Chapter 15 opened my eyes to the many uses of functions in JS. Functions have three main roles: normal ( id(‘hello’) ), constructor ( new Date() ), and method ( obj.method() ). They can also be declared or combined with an expression (var id = function…). Functions can be called with any number of parameters, independent of what was initially defined. This flexibility allows you to pass additional parameters as an array but can also expose an undefined element.

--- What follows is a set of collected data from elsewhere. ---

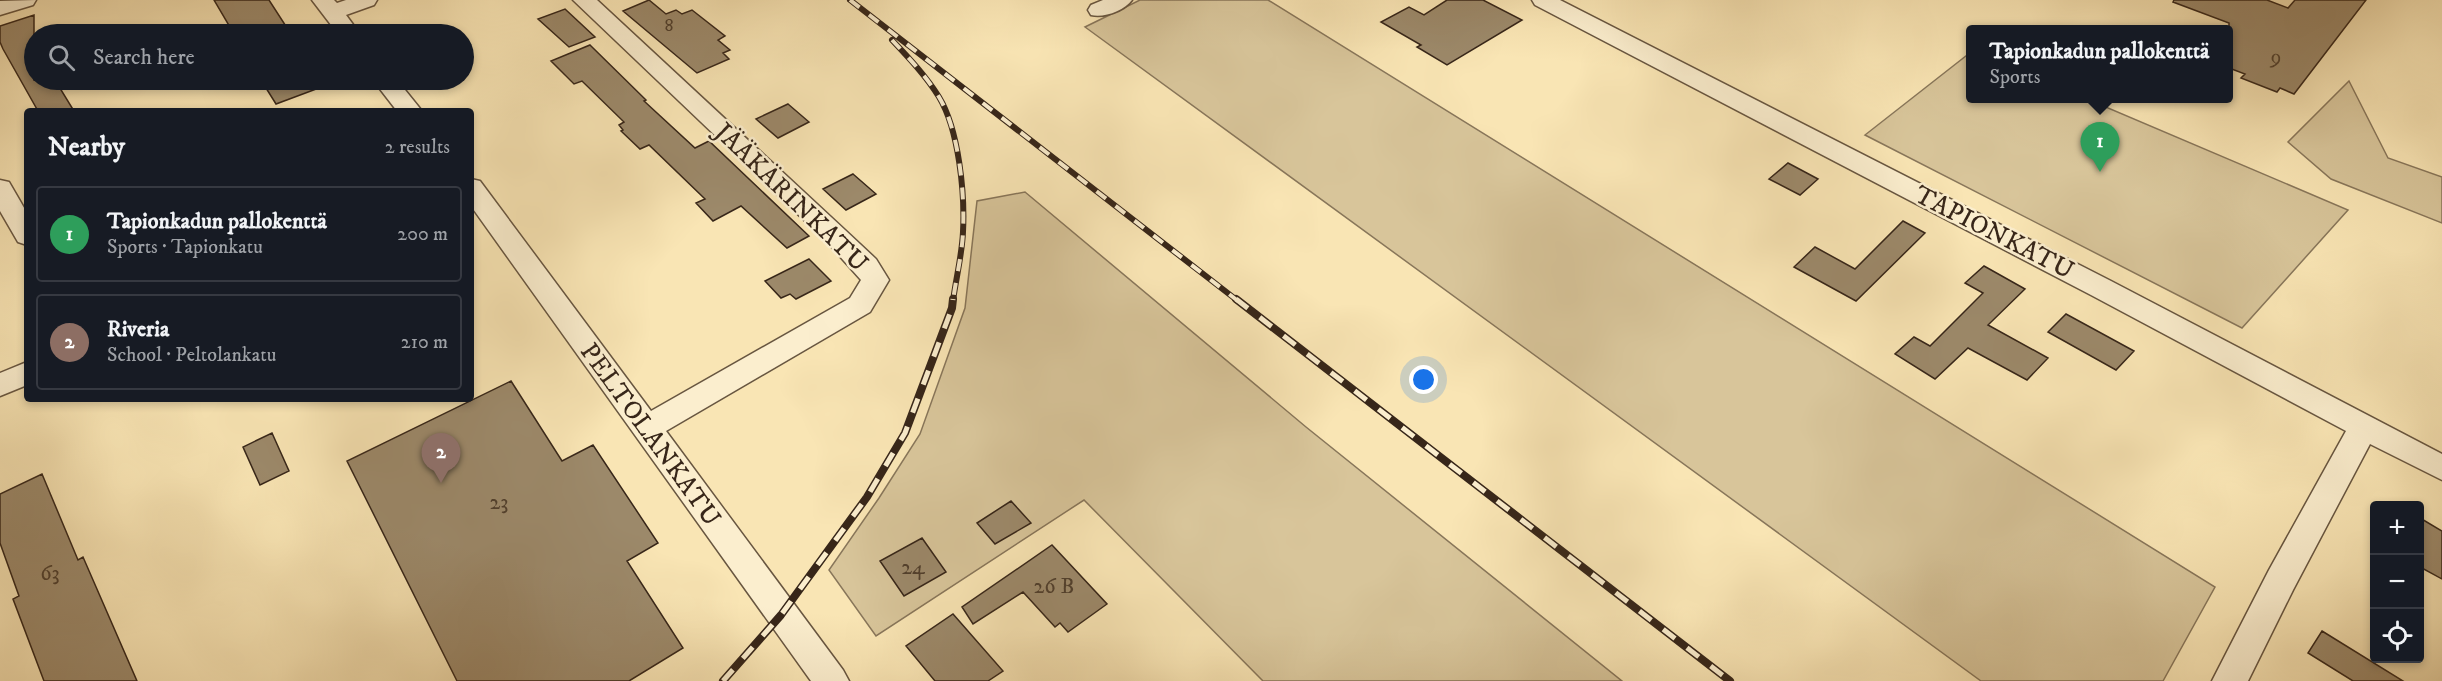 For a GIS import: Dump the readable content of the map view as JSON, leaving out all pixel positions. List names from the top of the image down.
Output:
{
  "streets": {
    "street": ["JÄÄKÄRINKATU", "TAPIONKATU", "PELTOLANKATU"]
  },
  "crossings": [
    ["JÄÄKÄRINKATU", "PELTOLANKATU"]
  ],
  "house_numbers": [
    "8",
    "9",
    "23",
    "24",
    "63",
    "26 B"
  ],
  "page": {
    "search": "Search here",
    "popup": ["Tapionkadun pallokenttä", "Sports"],
    "heading": ["Nearby", "2 results"],
    "pins": ["1", "2"],
    "list": [
      {
        "mark": "1",
        "name": "Tapionkadun pallokenttä",
        "note": "Sports · Tapionkatu",
        "value": "200 m"
      },
      {
        "mark": "2",
        "name": "Riveria",
        "note": "School · Peltolankatu",
        "value": "210 m"
      }
    ],
    "map_buttons": ["+", "−"]
  }
} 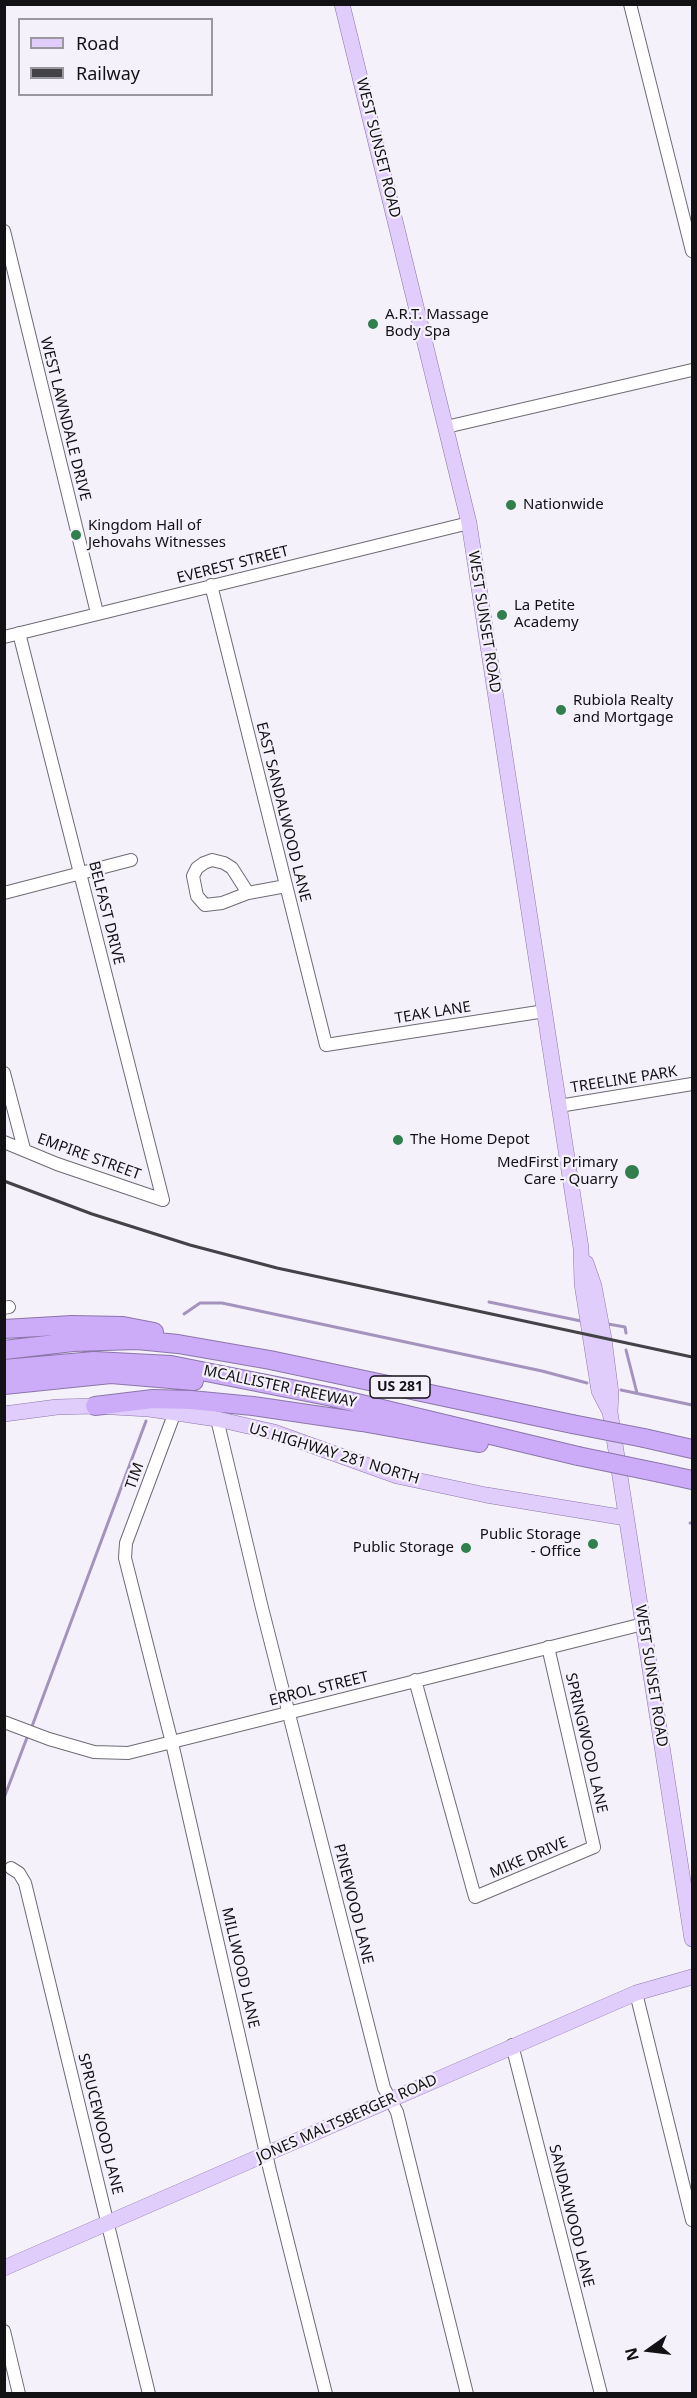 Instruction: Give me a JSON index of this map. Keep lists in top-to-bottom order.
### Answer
{
  "streets": {
    "highway": ["MCALLISTER FREEWAY", "US 281"],
    "main road": ["WEST SUNSET ROAD", "US HIGHWAY 281 NORTH", "JONES MALTSBERGER ROAD"],
    "street": [
      "WEST LAWNDALE DRIVE",
      "EVEREST STREET",
      "EAST SANDALWOOD LANE",
      "BELFAST DRIVE",
      "TEAK LANE",
      "TREELINE PARK",
      "EMPIRE STREET",
      "TIM",
      "ERROL STREET",
      "SPRINGWOOD LANE",
      "MIKE DRIVE",
      "PINEWOOD LANE",
      "MILLWOOD LANE",
      "SPRUCEWOOD LANE",
      "SANDALWOOD LANE"
    ]
  },
  "crossings": [
    ["WEST SUNSET ROAD", "EVEREST STREET"],
    ["WEST SUNSET ROAD", "TEAK LANE"],
    ["WEST SUNSET ROAD", "TREELINE PARK"],
    ["WEST SUNSET ROAD", "US HIGHWAY 281 NORTH"],
    ["WEST SUNSET ROAD", "ERROL STREET"],
    ["WEST LAWNDALE DRIVE", "EVEREST STREET"],
    ["EVEREST STREET", "EAST SANDALWOOD LANE"],
    ["EVEREST STREET", "BELFAST DRIVE"],
    ["EAST SANDALWOOD LANE", "TEAK LANE"],
    ["BELFAST DRIVE", "EMPIRE STREET"],
    ["US HIGHWAY 281 NORTH", "TIM"],
    ["US HIGHWAY 281 NORTH", "PINEWOOD LANE"],
    ["TIM", "MILLWOOD LANE"],
    ["ERROL STREET", "SPRINGWOOD LANE"],
    ["ERROL STREET", "MIKE DRIVE"],
    ["ERROL STREET", "PINEWOOD LANE"],
    ["ERROL STREET", "MILLWOOD LANE"],
    ["SPRINGWOOD LANE", "MIKE DRIVE"],
    ["PINEWOOD LANE", "JONES MALTSBERGER ROAD"],
    ["MILLWOOD LANE", "JONES MALTSBERGER ROAD"],
    ["JONES MALTSBERGER ROAD", "SPRUCEWOOD LANE"],
    ["JONES MALTSBERGER ROAD", "SANDALWOOD LANE"]
  ],
  "places": [
    "A.R.T. Massage Body Spa",
    "Nationwide",
    "Kingdom Hall of Jehovahs Witnesses",
    "La Petite Academy",
    "Rubiola Realty and Mortgage",
    "The Home Depot",
    "MedFirst Primary Care - Quarry",
    "Public Storage - Office",
    "Public Storage"
  ],
  "legend": ["Road", "Railway"],
  "north": "left"
} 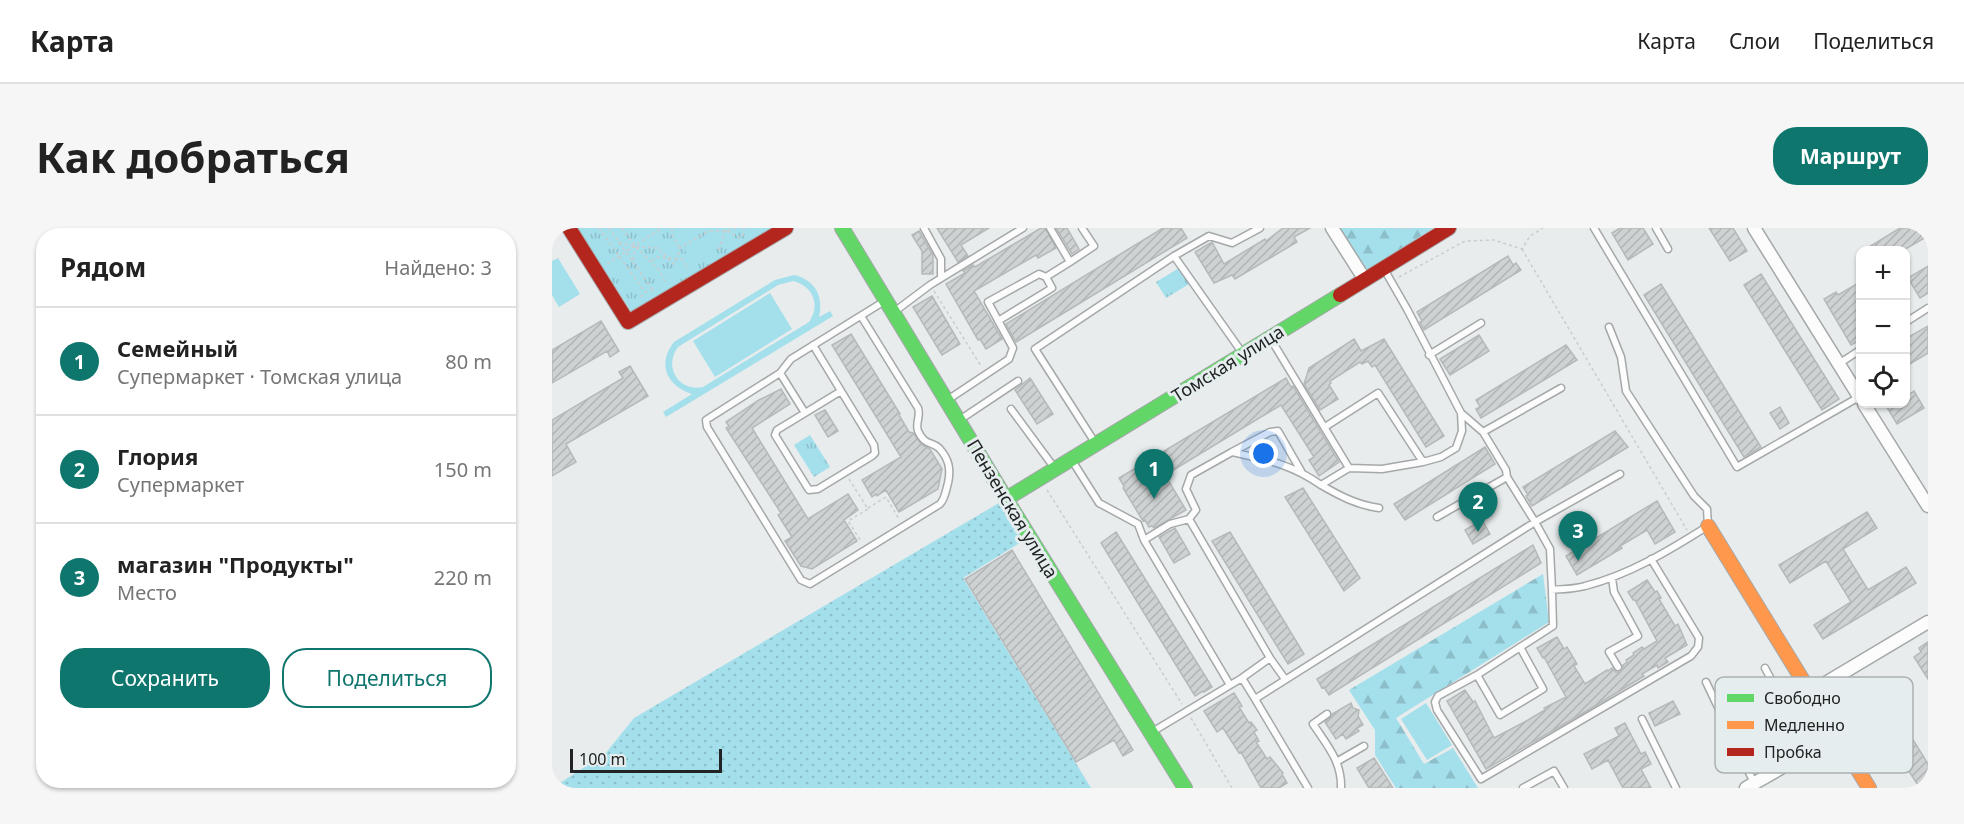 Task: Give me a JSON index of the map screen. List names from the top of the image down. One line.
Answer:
{"streets":{"street":["Томская улица","Пензенская улица"]},"crossings":[["Томская улица","Пензенская улица"]],"legend":["Свободно","Медленно","Пробка"],"scale_bar":"100 m","page":{"header":"Карта","nav":["Карта","Слои","Поделиться"],"buttons":["Маршрут",["Сохранить","Поделиться"]],"title":"Как добраться","heading":["Рядом","Найдено: 3"],"map_buttons":["+","−"],"list":[{"mark":"1","name":"Семейный","note":"Супермаркет · Томская улица","value":"80 m"},{"mark":"2","name":"Глория","note":"Супермаркет","value":"150 m"},{"mark":"3","name":"магазин \"Продукты\"","note":"Место","value":"220 m"}],"pins":["1","2","3"],"scale":"100 m"}} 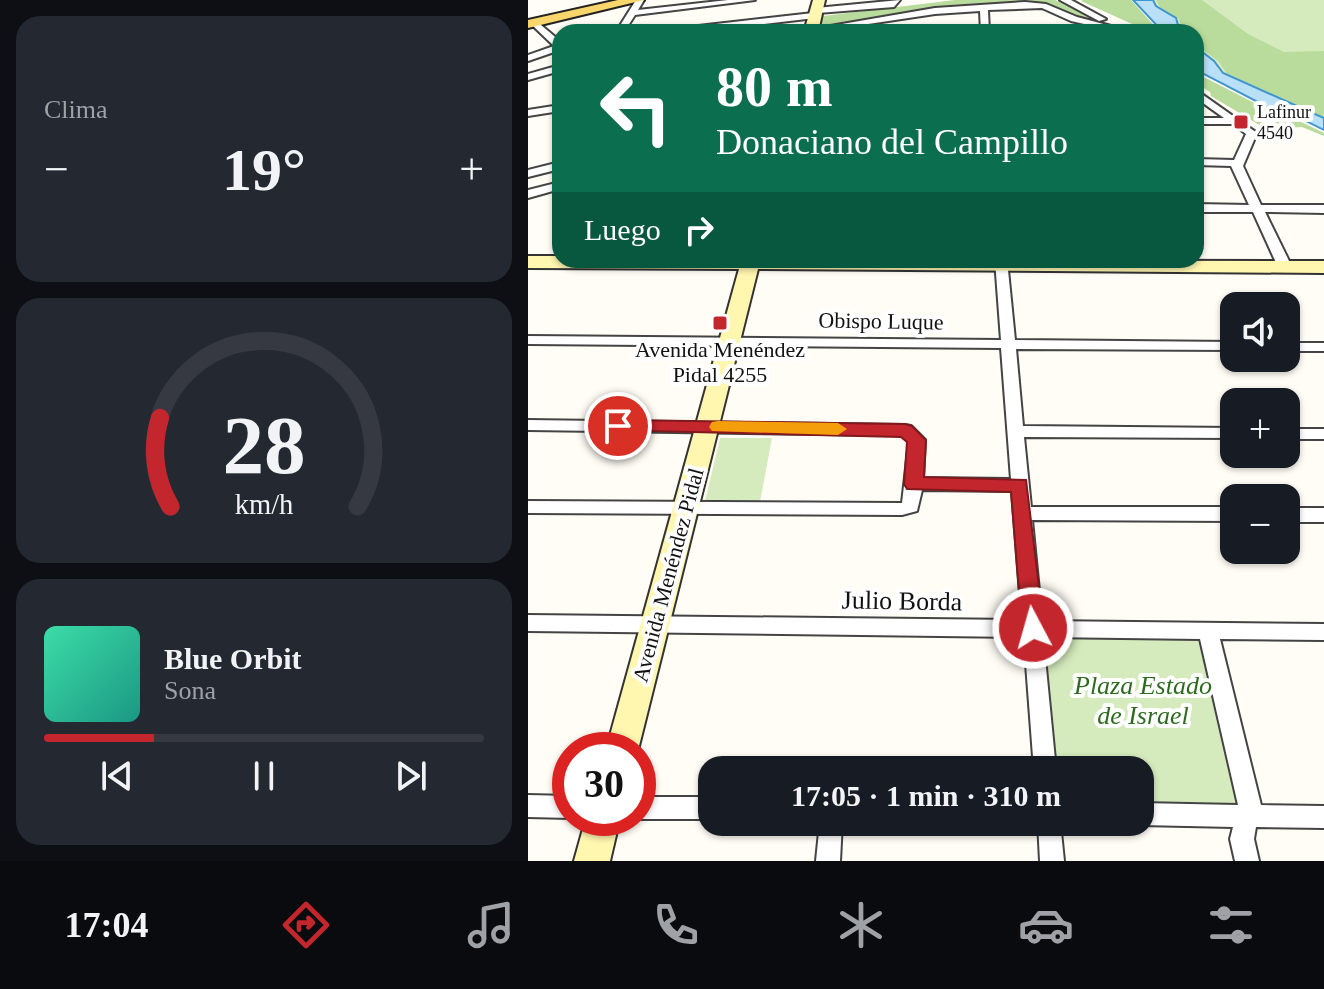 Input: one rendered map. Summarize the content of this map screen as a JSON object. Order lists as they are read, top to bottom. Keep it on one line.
{"streets":{"main road":["Avenida Menéndez Pidal"],"street":["Obispo Luque","Julio Borda"]},"crossings":[["Obispo Luque","Avenida Menéndez Pidal"],["Avenida Menéndez Pidal","Julio Borda"]],"parks":["Plaza Estado de Israel"],"places":{"transit":["Lafinur 4540","Avenida Menéndez Pidal 4255"]},"page":{"tile":"Clima","turn":["80 m","Donaciano del Campillo"],"heat":["−","19°","+"],"then":"Luego","map_buttons":["+","−"],"song":["Blue Orbit","Sona"],"limit":"30","trip":"17:05 · 1 min · 310 m","tabs":"17:04","gauge":["28","km/h"]}}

You can check if a parameter is missing by comparing the optional arguments to an undefined or false value. Or by checking for a minimum length on the parameters. To alter the value of a variable from a function, the variable must be wrapped (array, hash, etc). It is important to understand param structure when using functions and methods. Named parameters via object literals can clarify function and method use.

Variables

Chapter 16 discussed variables in regard to scopes, environments, and closures. Scope is where you can call the variable (local vs. global, inner vs outer). Variables in JS are function scoped, meaning only functions can change a variable’s scope. It is important to assign a variable otherwise it becomes a global. Similar to other languages, it’s best to avoid global variables (and global objects) when possible.

The data structure that stores variable names and values is called an environment. Related, a closure is a function and that function’s scope. Closures are examples of environments that survive after the program has executed a function and its variable(s). Because of closures the scope of a variable might be maintained longer than anticipated, creating unanticipated results when using loops. This is often experienced using event handlers with loops on the DOM.

Objects

Chapter 17 on objects and inheritance was extremely valuable. This chapter helped relate my understanding of object and class structure in other languages to JavaScript. It’s important to remember that all functions are also objects. Object oriented programming in JS can be split into two levels of “difficulty”, basic (single objects and prototype chains) and advanced (constructors as factories and subclassing).

It is important to note that you can create objects without the need of a class. Also, all objects are like hashes (maps of keys to values) but also involve inheritance and other added layers of abstractions. The dot operator (ex. aaron.age) allows you to get/set/delete properties and call methods on objects. The bracket operator “[]” allows reference to properties through expressions ( [“person” + “name”] ).

Interestingly, every object can have another object as its prototype (creating a chain). This allows the first object to inherit properties from its prototype object. Setting a property only affects the first object where getting a property looks at all objects in the chain. You can protect an object by preventing extensions, and sealing or freezing its properties. I think of this similarly to setting permissions on a file.

A constructor function allows you create multiple objects with similar properties and is invoked using the “new” operator. JS constructors are dynamic, allowing you to return a direct instance of the object or whatever quality you desire from that object. But using an object as a map can cause problems. It’s better to use a library like StringMap.js when arbitrary keys exist.